Early for pick-up, I land in the first space in the lot in view of the morning preschool room.
Handing a paper to blonde hair and pigtails, he moves over one seat for more markers, runs to settle in for story time and tilts his head that way that makes his hair cover one eyebrow.
He is the most active of the bunch, he kicks and flips, shouldering his sisters for space.
Three years, almost four, we spent nearly every meal, every nap, every bedtime story, together. I know the inhale of his morning, the teetering off the chair of his lunch and the bouncing into bed of his night. Sending him off to school seemed impossible.
Will he be tall like his dad? Sensitive surrounded by sisters? A momma’s boy? I can’t imagine him here, just yet.
I see him from twenty feet, maybe more, long legs and lanky arms, my eyes and his dad’s everything else.
Singing the goodbye song, stomping through notes, noodle necklace swinging from his chest, his head never searches the window.

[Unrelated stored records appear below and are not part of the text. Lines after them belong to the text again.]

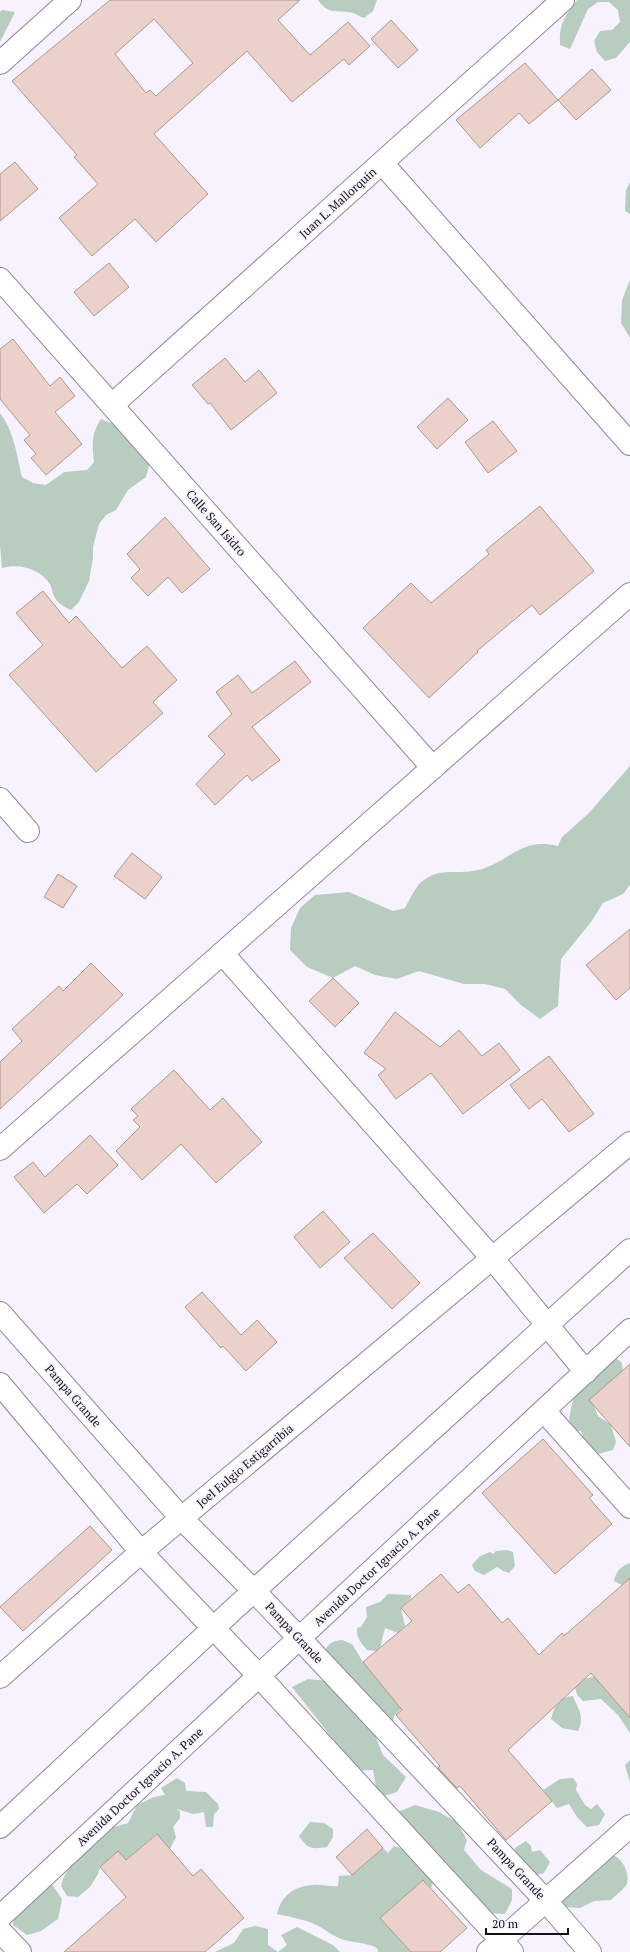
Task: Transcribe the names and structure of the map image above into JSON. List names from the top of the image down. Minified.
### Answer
{"streets":{"street":["Juan L. Mallorquin","Calle San Isidro","Pampa Grande","Joel Eulgio Estigarribia","Avenida Doctor Ignacio A. Pane"]},"crossings":[["Juan L. Mallorquin","Calle San Isidro"],["Pampa Grande","Joel Eulgio Estigarribia"],["Pampa Grande","Avenida Doctor Ignacio A. Pane"]],"scale_bar":"20 m"}
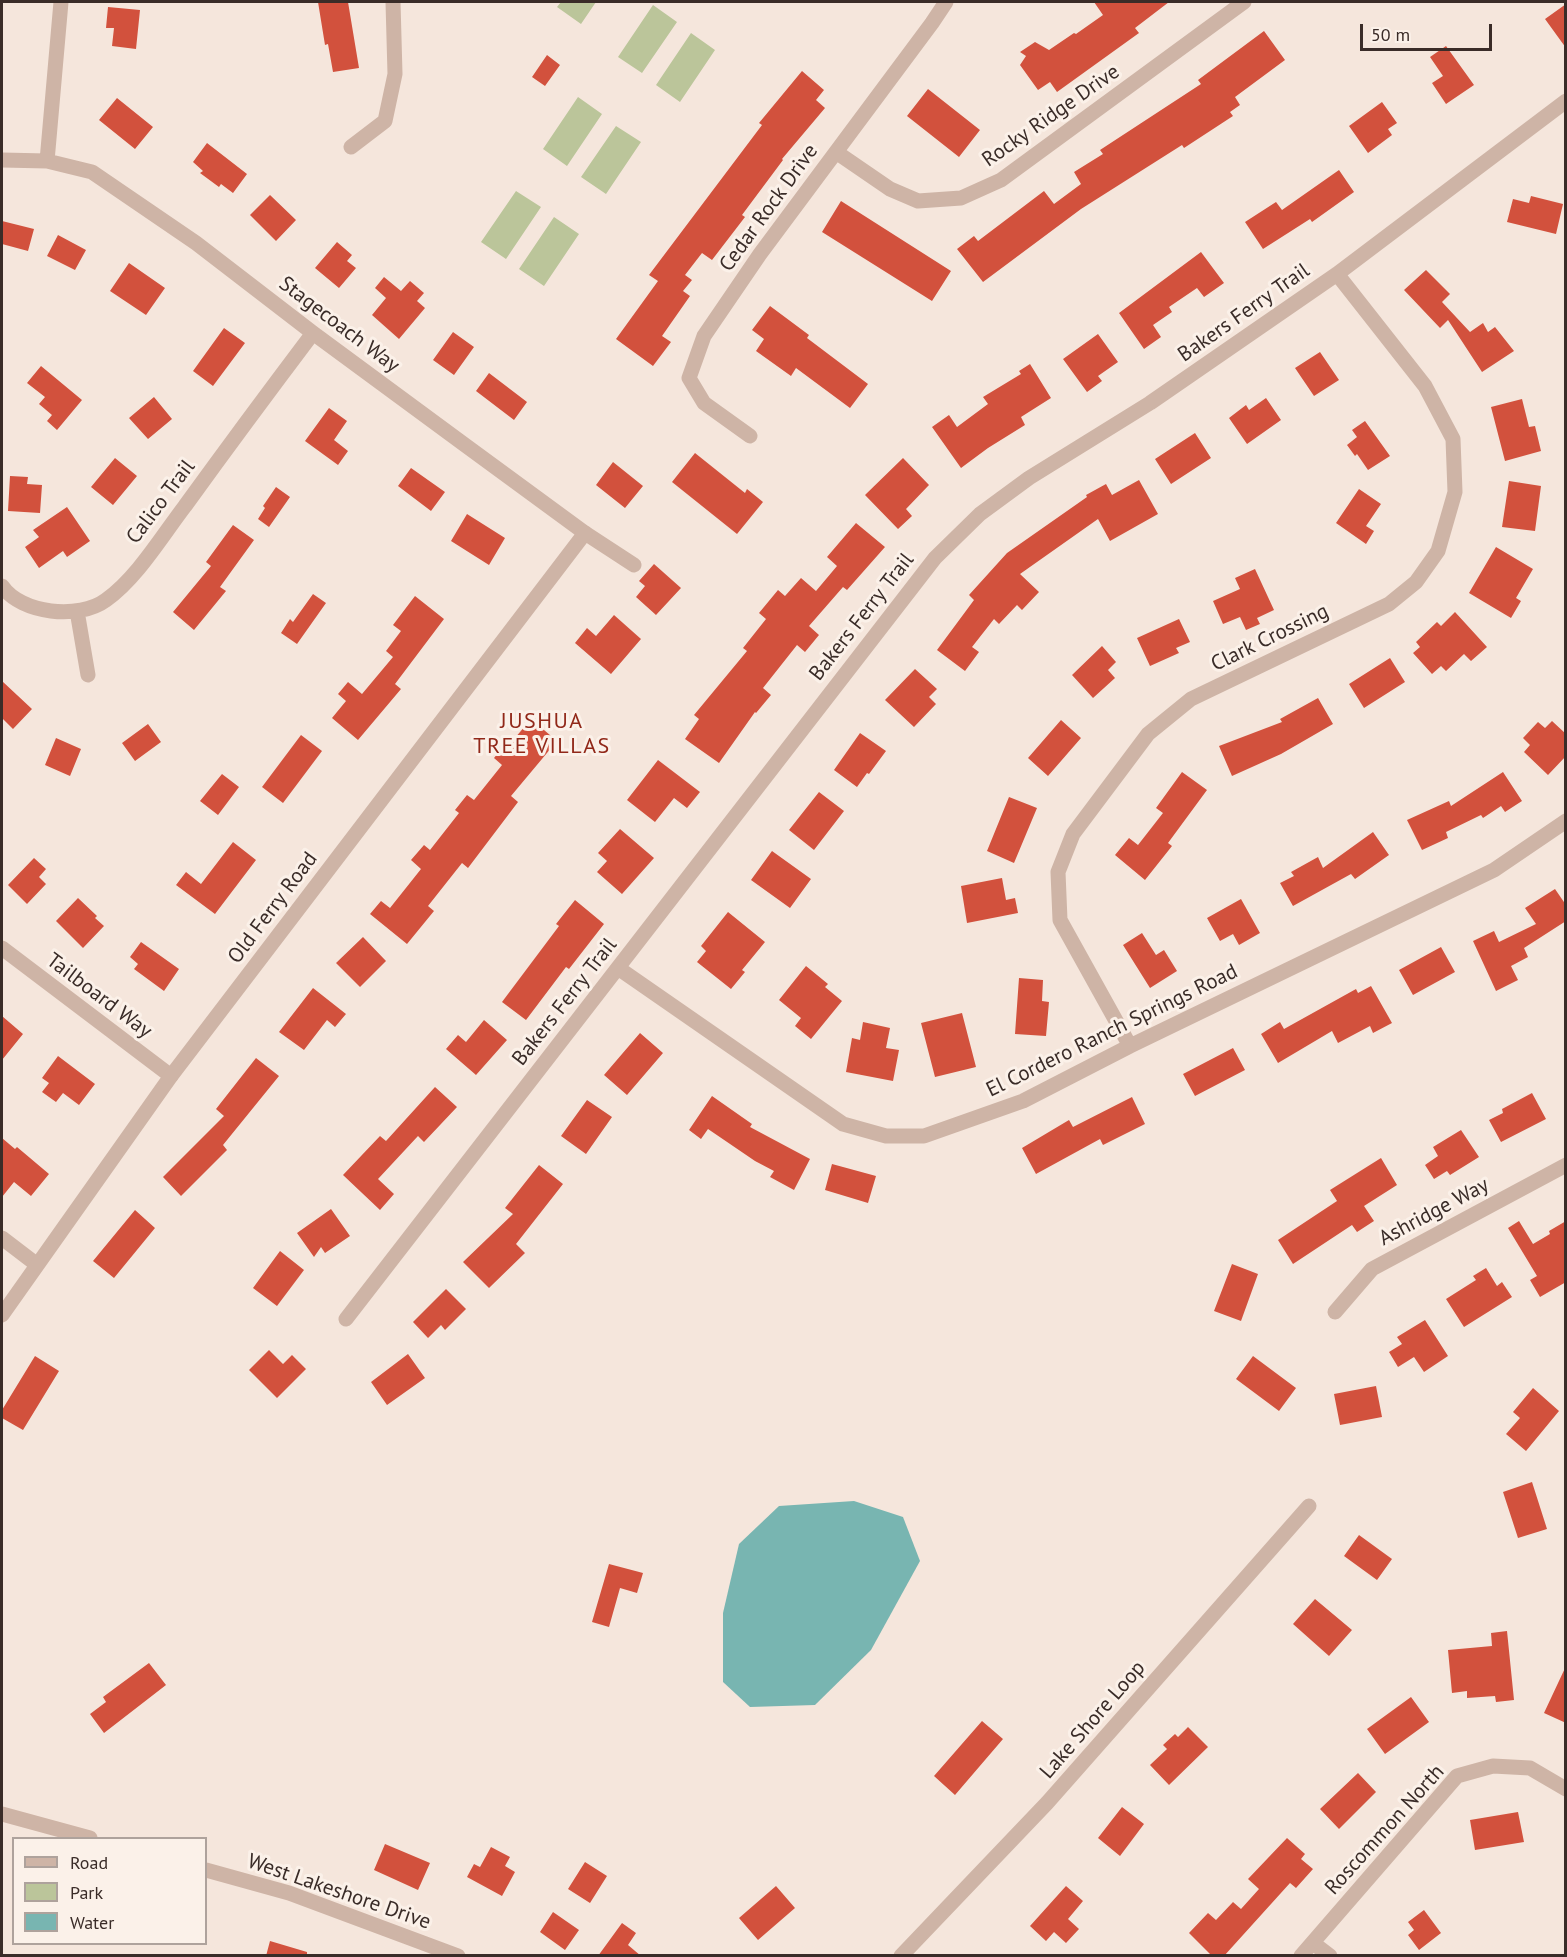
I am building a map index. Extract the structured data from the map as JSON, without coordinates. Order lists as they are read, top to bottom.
{
  "streets": {
    "street": [
      "Rocky Ridge Drive",
      "Cedar Rock Drive",
      "Bakers Ferry Trail",
      "Stagecoach Way",
      "Calico Trail",
      "Clark Crossing",
      "Old Ferry Road",
      "Tailboard Way",
      "El Cordero Ranch Springs Road",
      "Ashridge Way",
      "Lake Shore Loop",
      "Roscommon North",
      "West Lakeshore Drive"
    ]
  },
  "crossings": [
    ["Rocky Ridge Drive", "Cedar Rock Drive"],
    ["Bakers Ferry Trail", "Clark Crossing"],
    ["Bakers Ferry Trail", "El Cordero Ranch Springs Road"],
    ["Stagecoach Way", "Calico Trail"],
    ["Stagecoach Way", "Old Ferry Road"],
    ["Clark Crossing", "El Cordero Ranch Springs Road"],
    ["Old Ferry Road", "Tailboard Way"]
  ],
  "districts": ["JUSHUA TREE VILLAS"],
  "legend": ["Road", "Park", "Water"],
  "scale_bar": "50 m"
}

There is so much time to think and I envision my first little boy. I dream of his ears, his toes, his first cry. Outside of me.
They are bounding through the door, he turns the corner on this, his last day of preschool. I marvel at the change this short year has made in my sensitive little man. Squeezing his hand to mine, I cover his cheek with kisses. He wipes them off, gallops away to hug his teacher goodbye and zips his schoolbag.
Outside of me.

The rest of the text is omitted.